Professor Tord Kjellstrom gave a lecture and Q&A about the effects of climate change on workers for the Nelson Science Society on Tuesday night.

Kjellstrom, director of the Health and Environment International Trust and visiting fellow at NMIT, spoke of the “extraordinary inequality” between hot, poor countries around the equator and rich, cold countries in Europe and North America in the coming decades as a result of climate change.

Countries in South East Asia and West Africa will lose billions of dollars in productivity and work capacity, while countries like Canada and Russia have calculated that their economies will actually benefit from the effects of climate change.

Kjellstrom provided the example of the Le Lai shoe factory in Haiphong, Vietnam. During the summer, workers stay two hours longer everyday to produce the same output. It’s so hot and humid they have to take more breaks.

“The trends are always going up,” he said.

In the upcoming UN Climate Change Conference in Paris, scientists and world leaders will make plans to limit the global temperature change to 2 degrees Celsius over the next 100 years.

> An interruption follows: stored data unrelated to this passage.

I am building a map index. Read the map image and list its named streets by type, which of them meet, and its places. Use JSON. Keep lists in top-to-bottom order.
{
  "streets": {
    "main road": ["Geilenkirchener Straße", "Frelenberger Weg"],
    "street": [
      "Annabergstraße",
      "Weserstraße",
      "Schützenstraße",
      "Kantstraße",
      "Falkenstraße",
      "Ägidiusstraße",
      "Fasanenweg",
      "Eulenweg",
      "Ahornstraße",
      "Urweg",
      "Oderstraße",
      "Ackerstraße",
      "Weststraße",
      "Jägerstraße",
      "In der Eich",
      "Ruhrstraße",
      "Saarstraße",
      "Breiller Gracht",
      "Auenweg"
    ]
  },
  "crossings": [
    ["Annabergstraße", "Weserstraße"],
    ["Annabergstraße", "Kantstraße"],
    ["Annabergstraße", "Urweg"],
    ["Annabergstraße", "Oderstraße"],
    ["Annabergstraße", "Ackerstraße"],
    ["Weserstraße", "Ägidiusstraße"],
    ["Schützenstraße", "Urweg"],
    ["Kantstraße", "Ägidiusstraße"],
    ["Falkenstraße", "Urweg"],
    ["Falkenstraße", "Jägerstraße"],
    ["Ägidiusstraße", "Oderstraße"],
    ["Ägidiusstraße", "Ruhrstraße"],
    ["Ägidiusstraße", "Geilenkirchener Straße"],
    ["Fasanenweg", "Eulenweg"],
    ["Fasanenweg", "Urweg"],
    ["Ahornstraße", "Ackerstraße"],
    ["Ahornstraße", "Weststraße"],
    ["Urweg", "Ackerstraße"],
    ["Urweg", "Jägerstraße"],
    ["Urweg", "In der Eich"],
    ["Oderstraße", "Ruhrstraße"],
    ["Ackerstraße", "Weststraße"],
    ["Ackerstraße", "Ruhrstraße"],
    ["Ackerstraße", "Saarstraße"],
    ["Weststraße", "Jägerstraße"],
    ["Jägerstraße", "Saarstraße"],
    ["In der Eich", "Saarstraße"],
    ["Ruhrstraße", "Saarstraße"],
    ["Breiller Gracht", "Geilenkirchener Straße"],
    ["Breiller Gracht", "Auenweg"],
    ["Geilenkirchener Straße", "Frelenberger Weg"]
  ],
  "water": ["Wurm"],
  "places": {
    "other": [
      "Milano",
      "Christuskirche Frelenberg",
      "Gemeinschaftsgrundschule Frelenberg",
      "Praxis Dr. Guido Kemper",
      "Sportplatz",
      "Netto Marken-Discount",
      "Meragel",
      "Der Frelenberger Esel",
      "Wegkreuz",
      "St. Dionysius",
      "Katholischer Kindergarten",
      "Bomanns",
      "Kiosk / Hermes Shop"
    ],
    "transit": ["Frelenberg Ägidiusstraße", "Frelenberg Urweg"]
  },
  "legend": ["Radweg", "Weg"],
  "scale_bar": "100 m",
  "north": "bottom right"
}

The graph below shows four plans for the expected global temperature change. The top blue line is unsustainable and the bottom line is not currently feasible. Kjellstrom says we can expect the temperature to rise somewhere around the green and red lines in the middle of the graph.

Screen Shot 2015-09-29 at 10.58.07 PM
Four plans to limit global temperature change. Most predict we will end up somewhere around the green and red estimates.

Kjellstrom added the expected life span of his two-year-old grandchild (yellow), and the successive generations. This child will almost certainly live to 2100, when the global average temperature is expected to be 2 degrees Celsius higher than it was in 1995.

“I imagine the sort of world he is going into,” Kjellstrom, who grew up in Sweden but has lived most of his life in New Zealand, said.

Kjellstrom and his research team have compared the temperature increases in places around the world and gauged the effects on working people in fields and factories.

Here in Nelson, with a booming fruit picking industry, the temperature has been increasing at a rate of 0.16 degrees Celsius every decade. It won’t make a huge difference in labor productivity.

Compare that to Singapore, where it is rising at a rate of 0.29 degrees every decade.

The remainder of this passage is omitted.